Today's Open Source (2024-10-11): Peking University & Kuaishou's Pyramid Flow Matching for Quick 10-Second Videos.
Discover exciting AI open-source projects: from Pyramidal Flow Matching for quick video generation to Aria's multimodal capabilities.
Here are some interesting AI open-source models and frameworks I wanted to share today:
Project: Pyramidal Flow Matching
Peking University, in collaboration with Kuaishou, has open-sourced Pyramid Flow Matching, an efficient autoregressive video generation method based on flow matching.
This project is trained solely on open-source datasets and can generate high-quality 10-second videos at a resolution of 768p and a frame rate of 24 FPS, naturally supporting generation from images to videos.
https://github.com/jy0205/Pyramid-Flow
Project: Aria
Aria is a multimodal local mixture of expert models that excels in various multimodal, language, and coding tasks, particularly in video and document understanding.
It supports multimodal inputs of up to 64K tokens and can generate subtitles for 256 frames of video within 10 seconds. Aria is designed to be lightweight and fast, efficiently encoding visual inputs of varying sizes and aspect ratios.

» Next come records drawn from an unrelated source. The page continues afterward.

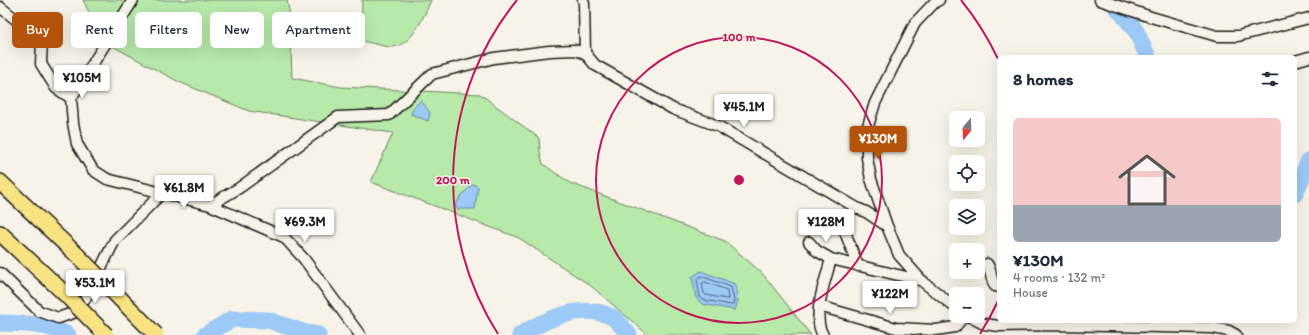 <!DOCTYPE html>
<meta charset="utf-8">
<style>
:root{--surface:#fff;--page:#f6f6f7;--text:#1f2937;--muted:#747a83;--accent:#b45309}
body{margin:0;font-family:Itim,sans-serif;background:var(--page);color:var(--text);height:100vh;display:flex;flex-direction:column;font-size:15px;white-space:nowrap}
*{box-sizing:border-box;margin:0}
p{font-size:13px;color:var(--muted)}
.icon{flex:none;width:22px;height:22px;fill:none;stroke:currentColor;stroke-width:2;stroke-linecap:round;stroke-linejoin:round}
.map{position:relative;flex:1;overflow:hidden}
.panel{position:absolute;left:997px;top:55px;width:300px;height:268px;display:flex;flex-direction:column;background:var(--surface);border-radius:6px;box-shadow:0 4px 16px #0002}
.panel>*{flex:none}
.top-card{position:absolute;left:12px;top:12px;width:380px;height:36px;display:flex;gap:8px}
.needle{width:26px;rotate:199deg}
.buttons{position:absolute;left:949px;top:111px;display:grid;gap:8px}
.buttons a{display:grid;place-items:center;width:36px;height:36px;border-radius:6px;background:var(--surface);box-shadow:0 4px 16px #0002;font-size:20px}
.price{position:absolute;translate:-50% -34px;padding:0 9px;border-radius:4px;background:#fff;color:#222;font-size:13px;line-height:26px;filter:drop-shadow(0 1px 2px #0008)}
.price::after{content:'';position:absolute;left:50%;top:24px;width:12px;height:9px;margin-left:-6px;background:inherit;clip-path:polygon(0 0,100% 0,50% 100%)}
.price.active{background:var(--accent);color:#fff}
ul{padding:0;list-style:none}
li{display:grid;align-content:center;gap:8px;height:212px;padding:0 16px}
li span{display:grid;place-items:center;height:124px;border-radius:6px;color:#555}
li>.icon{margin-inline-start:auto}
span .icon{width:72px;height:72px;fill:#fffc;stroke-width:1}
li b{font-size:17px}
h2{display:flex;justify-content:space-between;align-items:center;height:48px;padding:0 16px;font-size:17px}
.tag{padding:0 14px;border-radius:6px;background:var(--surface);box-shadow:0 4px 16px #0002;font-size:14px;line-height:36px}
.tag.active{background:var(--accent);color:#fff}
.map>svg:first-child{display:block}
.green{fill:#b7e9a9;stroke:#6a8262}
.water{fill:#9cc9f6;stroke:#69849f}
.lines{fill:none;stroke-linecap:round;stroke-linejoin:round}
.shore{stroke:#4f6173;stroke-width:1}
.river{stroke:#9cc9f6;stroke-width:17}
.minor-casing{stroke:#1c1c1c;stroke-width:13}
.highway-casing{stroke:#1c1c1c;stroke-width:18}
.minor{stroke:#f7f3e8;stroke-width:10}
.highway{stroke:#f8e281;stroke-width:15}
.highway-bridge-casing{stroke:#1c1c1c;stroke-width:18;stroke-linecap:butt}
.highway-bridge{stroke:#f8e281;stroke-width:15}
.ring{fill:none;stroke:#c2185b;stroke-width:2}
.centre{fill:#c2185b;stroke:#f7f3e8;stroke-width:2}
.ring-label{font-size:12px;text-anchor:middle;font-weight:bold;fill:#c2185b;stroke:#f7f3e8;stroke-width:3;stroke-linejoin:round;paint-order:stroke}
</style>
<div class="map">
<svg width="1309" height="335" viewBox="0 0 1309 335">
<rect width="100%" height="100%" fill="#f7f3e8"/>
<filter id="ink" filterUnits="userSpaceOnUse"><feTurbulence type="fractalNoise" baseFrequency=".025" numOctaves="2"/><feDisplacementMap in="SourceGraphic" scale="8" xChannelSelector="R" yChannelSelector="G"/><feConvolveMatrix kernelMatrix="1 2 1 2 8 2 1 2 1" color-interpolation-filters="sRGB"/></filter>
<g filter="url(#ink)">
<path class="green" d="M83,0H287L290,16L292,78L341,87L480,94L539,138L540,152L543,164L570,183L725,241L762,273L811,335H648L591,286L519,238L371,182L393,133L249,111L179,82L103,41Z
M362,0H431C424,16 412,46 392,47C384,47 370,42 361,41Z"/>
<path class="water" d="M421,100L430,113L428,121L411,114L413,108Z
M473,184L478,187L475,209H457L455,205L461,196Z
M701,271L735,284L738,301L735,310L702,304L696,298L692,277Z"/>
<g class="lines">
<path class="shore" d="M701,276L731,287L734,300L733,305H731L704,300L700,297L697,280Z
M705,282L727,290L728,299H726L706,295L704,293L702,284Z"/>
<path class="river" d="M1111,0L1136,31L1148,57
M1295,194L1309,160
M0,323C22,324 48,323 68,335
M205,335L232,319L268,320L306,333L318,335
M520,335C546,319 582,302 612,317C619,321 624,329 629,335"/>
<defs>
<path id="minor" d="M583,0L584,4L585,53L595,65L673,109L718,126L857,208L866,212L887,226
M939,0L935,2L915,23L875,103L867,129V158L871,179L887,226L899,255L922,281L956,308
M1100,0L1151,17L1217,36H1238L1309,18
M0,7L42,40L41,64L56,88L71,98L73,123L77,144L93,170L107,179L210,205L284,237L304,259L360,335
M1295,61L1309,57
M71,98L133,0
M210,205L239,188L338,117L389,115L432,74L494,58L549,51L575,50L585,53
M842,224L858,266
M809,242L817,251L831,259
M987,264C992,270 990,279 995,286L999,287
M0,273L39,311L58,318L76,312L85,299L115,240L163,192
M819,306L896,328L936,330L955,327L964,316
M968,316L984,324L999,326L1057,325L1213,328L1229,331L1236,335
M823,335C811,317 826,279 831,259L923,281"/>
<path id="highway" d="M0,182L77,255
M0,233L63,292"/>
</defs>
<use href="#minor" class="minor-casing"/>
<use href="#highway" class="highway-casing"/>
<use href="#minor" class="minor"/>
<use href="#highway" class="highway"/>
<defs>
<path id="highway-bridge" d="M77,255L156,335
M63,292L106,335"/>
</defs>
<use href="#highway-bridge" class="highway-bridge-casing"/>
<use href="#highway-bridge" class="highway-bridge"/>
</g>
</g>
<g class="ring">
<circle cx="739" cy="180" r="143"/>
<path d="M998 301A286 286 0 0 1 980 334M498 334A286 286 0 0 1 517 0M961 0A286 286 0 0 1 998 59"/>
</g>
<circle cx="739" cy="180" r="6" class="centre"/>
<g class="ring-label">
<text x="739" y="41">100 m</text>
<text x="453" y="184">200 m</text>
</g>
</svg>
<div class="buttons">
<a><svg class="needle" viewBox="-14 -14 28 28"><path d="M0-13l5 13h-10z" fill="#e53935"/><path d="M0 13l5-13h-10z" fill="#747a83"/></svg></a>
<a><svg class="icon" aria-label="locate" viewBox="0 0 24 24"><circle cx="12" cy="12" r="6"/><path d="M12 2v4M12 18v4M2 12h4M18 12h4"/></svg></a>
<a><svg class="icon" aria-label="layers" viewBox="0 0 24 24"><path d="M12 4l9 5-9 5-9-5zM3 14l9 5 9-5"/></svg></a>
<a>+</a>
<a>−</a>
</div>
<b class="price" style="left:82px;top:99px">¥105M</b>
<b class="price" style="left:744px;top:128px">¥45.1M</b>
<b class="price active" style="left:878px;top:160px">¥130M</b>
<b class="price" style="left:184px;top:209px">¥61.8M</b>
<b class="price" style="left:305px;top:243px">¥69.3M</b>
<b class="price" style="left:826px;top:243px">¥128M</b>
<b class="price" style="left:95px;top:304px">¥53.1M</b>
<b class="price" style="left:890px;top:315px">¥122M</b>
<div class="top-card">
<a class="tag active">Buy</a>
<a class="tag">Rent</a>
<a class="tag">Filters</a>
<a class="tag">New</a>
<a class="tag">Apartment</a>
</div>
<section class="panel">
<h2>8 homes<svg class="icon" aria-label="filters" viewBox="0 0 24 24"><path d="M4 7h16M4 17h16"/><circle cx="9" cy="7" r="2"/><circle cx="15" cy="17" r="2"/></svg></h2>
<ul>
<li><span style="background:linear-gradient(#f6c9c9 70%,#9aa5b1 0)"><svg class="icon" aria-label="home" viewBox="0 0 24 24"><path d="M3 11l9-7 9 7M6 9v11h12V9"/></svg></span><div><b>¥130M</b><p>4 rooms · 132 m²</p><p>House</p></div></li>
</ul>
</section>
</div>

https://huggingface.co/rhymes-ai/Aria
Project: AWT
AWT is an innovative framework aimed at transferring pre-trained visual language models (VLMs) to downstream tasks.
This framework enhances the zero-shot capabilities of VLMs through augmentation, weighting, and transfer techniques, and performs excellently in few-shot learning with multimodal adapters.
AWT has set new benchmark records in zero-shot and few-shot image and video tasks, achieving state-of-the-art performance.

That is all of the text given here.